Removal of Hg(2+) with Polypyrrole-Functionalized Fe(3)O(4)/Kaolin: Synthesis, Performance and Optimization with Response Surface Methodology

PPy-Fe(3)O(4)/Kaolin was prepared with polypyrrole functionalized magnetic Kaolin by a simple, green, and low cost method to improve the agglomeration and low adsorption capacity of Kaolin. PPy-Fe(3)O(4)/Kaolin was employed to remove Hg(2+) and the results were characterized by various methods. Relevant factors, including solution pH, dosage of adsorbent, concentration (C(0)), and temperature (T), were optimized by Response Surface Methodology (RSM) and Central Composite Designs (CCD).

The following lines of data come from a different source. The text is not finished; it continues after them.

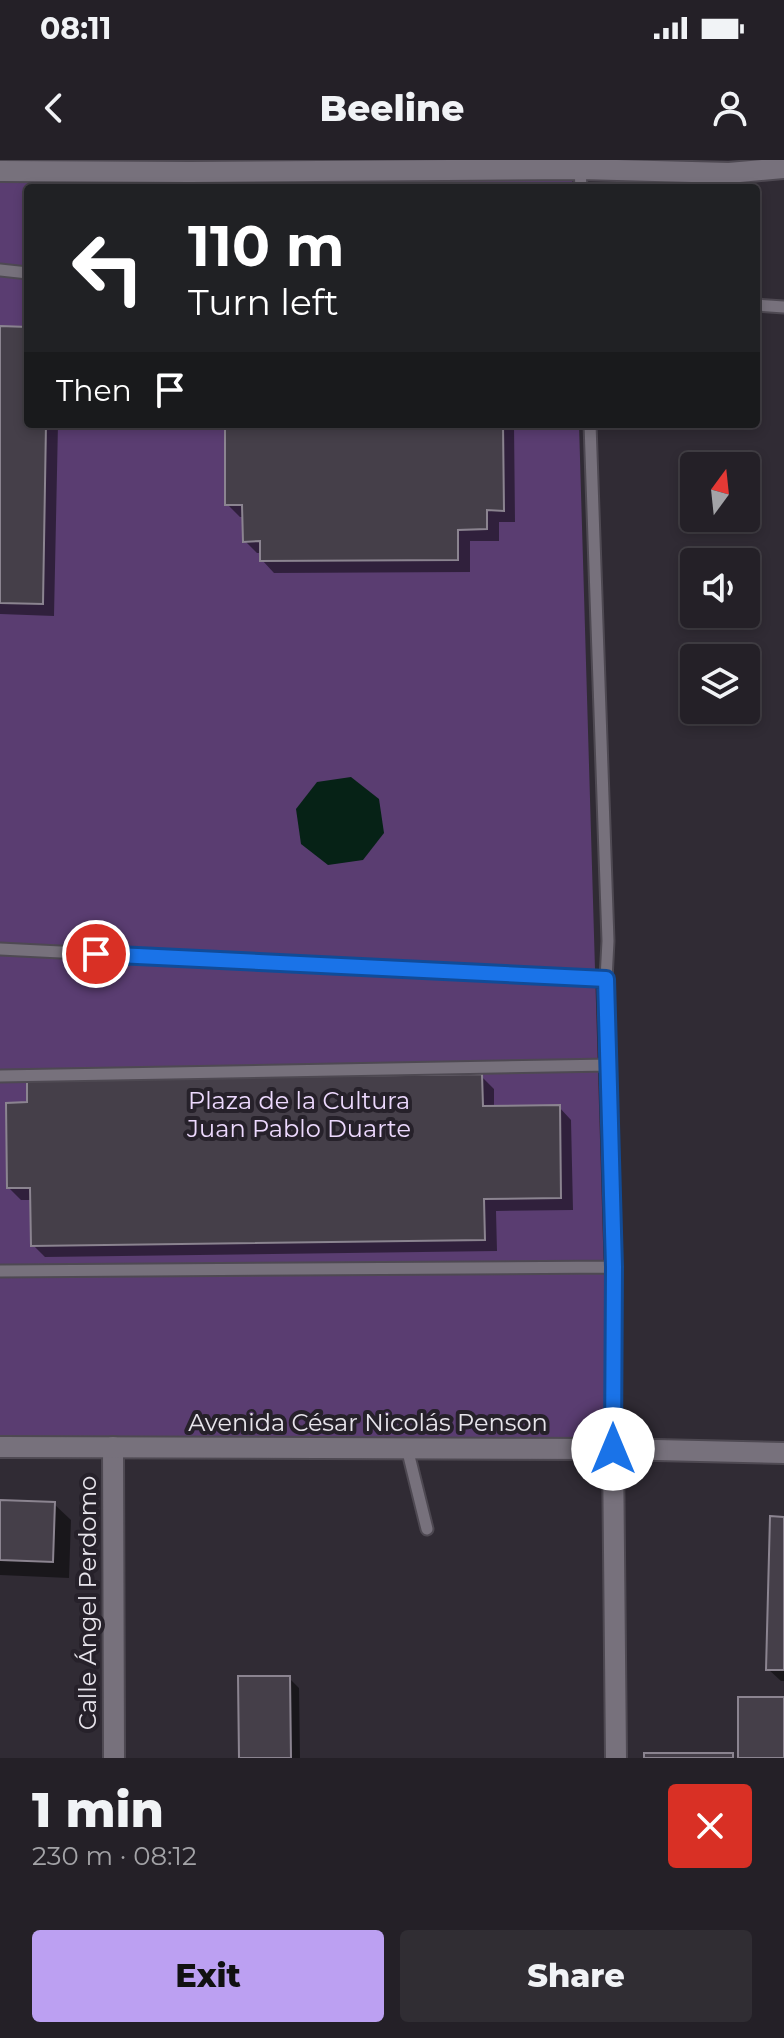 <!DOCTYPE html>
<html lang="en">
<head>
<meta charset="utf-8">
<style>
	:root { --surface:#242027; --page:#302d33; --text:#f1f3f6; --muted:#a3a3a7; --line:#413e44; --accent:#bca0f2 }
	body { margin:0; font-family:Montserrat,sans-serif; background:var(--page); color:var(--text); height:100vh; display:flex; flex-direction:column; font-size:30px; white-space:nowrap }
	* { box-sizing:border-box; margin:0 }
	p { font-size:26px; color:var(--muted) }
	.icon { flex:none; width:44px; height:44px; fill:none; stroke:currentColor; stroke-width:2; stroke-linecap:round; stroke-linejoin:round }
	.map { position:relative; height:1598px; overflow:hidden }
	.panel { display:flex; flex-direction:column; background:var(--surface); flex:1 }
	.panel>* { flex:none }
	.top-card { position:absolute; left:24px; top:24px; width:736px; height:244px; border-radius:8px; box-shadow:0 4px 12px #0003,0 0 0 2px var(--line); background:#202124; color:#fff; overflow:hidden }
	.needle { width:52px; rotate:15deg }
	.controls { position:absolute; left:680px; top:292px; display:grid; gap:16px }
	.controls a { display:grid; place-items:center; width:80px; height:80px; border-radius:8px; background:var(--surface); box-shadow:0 4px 12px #0003,0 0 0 2px var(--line); font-size:40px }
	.pin { position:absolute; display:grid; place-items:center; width:68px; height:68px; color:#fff; margin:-34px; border:4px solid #fff; border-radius:50%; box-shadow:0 2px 8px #0007 }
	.me { position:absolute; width:88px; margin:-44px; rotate:0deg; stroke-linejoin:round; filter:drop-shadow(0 0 6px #0008) }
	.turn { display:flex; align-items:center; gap:28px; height:168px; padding:0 32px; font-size:36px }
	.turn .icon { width:104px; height:104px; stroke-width:2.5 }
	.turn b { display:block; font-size:56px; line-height:68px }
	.then { display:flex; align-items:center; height:76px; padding:0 32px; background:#0003; gap:16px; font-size:30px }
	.round { display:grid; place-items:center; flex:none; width:84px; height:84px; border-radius:8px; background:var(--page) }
	.head { display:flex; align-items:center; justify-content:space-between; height:136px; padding:0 32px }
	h1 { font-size:48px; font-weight:800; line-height:60px }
	.primary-button { display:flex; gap:16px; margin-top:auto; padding:16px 32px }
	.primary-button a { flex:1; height:92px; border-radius:8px; background:var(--accent); color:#111; font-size:32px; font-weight:800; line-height:92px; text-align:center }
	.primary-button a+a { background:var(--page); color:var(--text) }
	.status { display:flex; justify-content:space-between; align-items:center; height:56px; padding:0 40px; background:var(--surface); direction:ltr }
	.status svg { height:22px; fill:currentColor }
	header { display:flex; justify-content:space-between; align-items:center; height:104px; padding:0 32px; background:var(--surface); font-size:36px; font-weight:800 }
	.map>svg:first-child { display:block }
	.green { fill:#5a3d71 }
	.water { fill:#062216 }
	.shadow { fill:#0007 }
	.building { fill:#453f49; stroke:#8b8490; stroke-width:2 }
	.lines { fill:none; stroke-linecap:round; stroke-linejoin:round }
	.service-casing { stroke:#4e4952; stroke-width:15 }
	.minor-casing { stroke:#4e4952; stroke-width:24 }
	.secondary-casing { stroke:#4e4952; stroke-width:24 }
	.service { stroke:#77717c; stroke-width:11 }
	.minor { stroke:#77717c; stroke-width:20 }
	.secondary { stroke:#77717c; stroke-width:20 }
	.route-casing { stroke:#114b97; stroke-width:20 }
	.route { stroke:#1a73e8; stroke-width:14 }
	.labels { text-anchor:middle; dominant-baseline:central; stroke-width:8; stroke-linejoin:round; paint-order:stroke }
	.park-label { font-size:24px; fill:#edd9fe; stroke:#26212a }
	.street-label { font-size:24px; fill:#e7e4eb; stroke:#26212a }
</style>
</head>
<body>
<div class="status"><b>08:11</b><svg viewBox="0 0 49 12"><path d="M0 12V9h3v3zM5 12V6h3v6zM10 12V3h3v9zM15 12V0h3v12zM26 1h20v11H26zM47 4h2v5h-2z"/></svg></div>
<header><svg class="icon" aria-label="back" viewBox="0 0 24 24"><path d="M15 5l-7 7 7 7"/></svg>Beeline<svg class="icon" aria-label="person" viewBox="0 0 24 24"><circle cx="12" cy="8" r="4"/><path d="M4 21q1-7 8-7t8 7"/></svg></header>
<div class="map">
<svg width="784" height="1598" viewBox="0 0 784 1598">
	<rect width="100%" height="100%" fill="#302b34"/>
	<path class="green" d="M0,16L572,18L573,28H28V264H579L609,1286L0,1279Z"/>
	<path class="water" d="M351,617L379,639L384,673L363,700L328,705L301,684L296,649L317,622Z"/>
	<path class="shadow" d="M0,168L28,169V264H58L54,456L0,454Z
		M227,264H514L515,362H499V381H470V412L274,413L262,400V393H257L245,381L244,357H240L227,344Z
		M481,916L494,929V948L559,947L571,960L573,1050L496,1051L497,1091L45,1097L33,1085L32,1040H21L9,1028Z
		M0,1342L54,1344L71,1360L69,1418L0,1415Z
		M784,1359V1521H781L768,1509Z
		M289,1518L299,1528L300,1598H241Z"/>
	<path class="building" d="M0,166L28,167V264H46L43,444L0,443Z
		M225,264H503L504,351L487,350V369L458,370V400L260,401V381L243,382L242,345H225Z
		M482,914L483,946L560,945L561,1038L484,1039L485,1080L31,1086L30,1028H7L6,943L27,942V920Z
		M0,1340L55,1342L53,1402L0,1400Z
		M770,1356L784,1357V1510H766Z
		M238,1516H290L291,1598H239Z
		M738,1537H784V1598H738Z
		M644,1593H733V1598H644Z"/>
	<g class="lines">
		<defs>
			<path id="service" d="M580,9L581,28
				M0,110L28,113
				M756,145L784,147
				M590,264L608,781L606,819L614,1107L613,1289
				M0,789L606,819
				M0,916L610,905
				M0,1111L614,1107
				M407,1288L427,1369"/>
			<path id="minor" d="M113,1287L114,1598
				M613,1289L616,1598"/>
			<path id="secondary" d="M0,11L190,12L580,9L729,13L784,8
				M0,1287L613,1289L784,1293"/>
		</defs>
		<use href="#service" class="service-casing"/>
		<use href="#minor" class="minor-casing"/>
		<use href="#secondary" class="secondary-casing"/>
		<use href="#service" class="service"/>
		<use href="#minor" class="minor"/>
		<use href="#secondary" class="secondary"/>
	</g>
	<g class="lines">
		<defs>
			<path id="route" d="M96,794L606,819L614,1107L613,1289"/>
		</defs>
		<use href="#route" class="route-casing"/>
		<use href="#route" class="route"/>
	</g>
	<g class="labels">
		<g class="park-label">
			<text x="299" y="940">Plaza de la Cultura<tspan x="299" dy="28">Juan Pablo Duarte</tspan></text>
		</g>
		<g class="street-label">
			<text x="368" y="1262">Avenida César Nicolás Penson</text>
			<text transform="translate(87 1443) rotate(-90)">Calle Ángel Perdomo</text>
		</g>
	</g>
</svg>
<div class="controls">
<a><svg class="needle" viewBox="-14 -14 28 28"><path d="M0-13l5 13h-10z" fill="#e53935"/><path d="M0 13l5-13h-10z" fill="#a3a3a7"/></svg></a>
<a><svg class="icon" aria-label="sound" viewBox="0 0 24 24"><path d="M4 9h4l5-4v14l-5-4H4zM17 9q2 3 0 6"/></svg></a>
<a><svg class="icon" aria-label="layers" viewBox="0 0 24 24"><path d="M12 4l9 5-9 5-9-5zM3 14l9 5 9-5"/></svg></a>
</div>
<div class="pin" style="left:96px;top:794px;background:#d93025"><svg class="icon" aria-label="arrive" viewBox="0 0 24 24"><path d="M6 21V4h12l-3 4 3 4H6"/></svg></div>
<svg class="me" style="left:613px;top:1289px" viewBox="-20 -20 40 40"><circle r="19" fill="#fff"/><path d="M0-13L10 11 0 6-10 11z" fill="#1a73e8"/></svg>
<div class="top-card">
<div class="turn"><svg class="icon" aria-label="left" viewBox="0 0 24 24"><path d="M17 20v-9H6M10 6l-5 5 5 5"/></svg><div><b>110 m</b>Turn left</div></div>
<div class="then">Then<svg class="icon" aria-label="arrive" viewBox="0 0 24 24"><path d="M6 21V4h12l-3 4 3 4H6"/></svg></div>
</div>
</div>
<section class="panel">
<div class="head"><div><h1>1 min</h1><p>230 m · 08:12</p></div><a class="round" style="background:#d93025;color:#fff"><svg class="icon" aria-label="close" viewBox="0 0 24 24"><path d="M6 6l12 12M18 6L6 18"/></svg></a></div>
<div class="primary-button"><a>Exit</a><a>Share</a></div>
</section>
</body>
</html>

The optimal results show that the importance for adsorption factors is pH > T > C(0) > dosage, and the optimal adsorption conditions of PPy-Fe(3)O(4)/Kaolin are pH = 7.2, T = 315 K, C(0) = 50 mg/L, dosage of 0.05 g/L, and the capacity is 317.1 mg/g. The adsorption process conforms to the pseudo-second-order and Langmuir models. Dubinin–Radushkevich model shows that adsorption process is spontaneous and endothermic. Moreover, the adsorption of mercury by PPy-Fe(3)O(4)/Kaolin was achieved mainly through electrostatic attraction, pore diffusion, and chelation between amino functional groups and Hg(2+). PPy-Fe(3)O(4)/Kaolin has excellent reproducibility, dispersity, and chemical stability, and it is easy to be separated from solution through an external magnetic field. The experiments show that PPy-Fe(3)O(4)/Kaolin is an efficient and economical adsorbent towards mercury.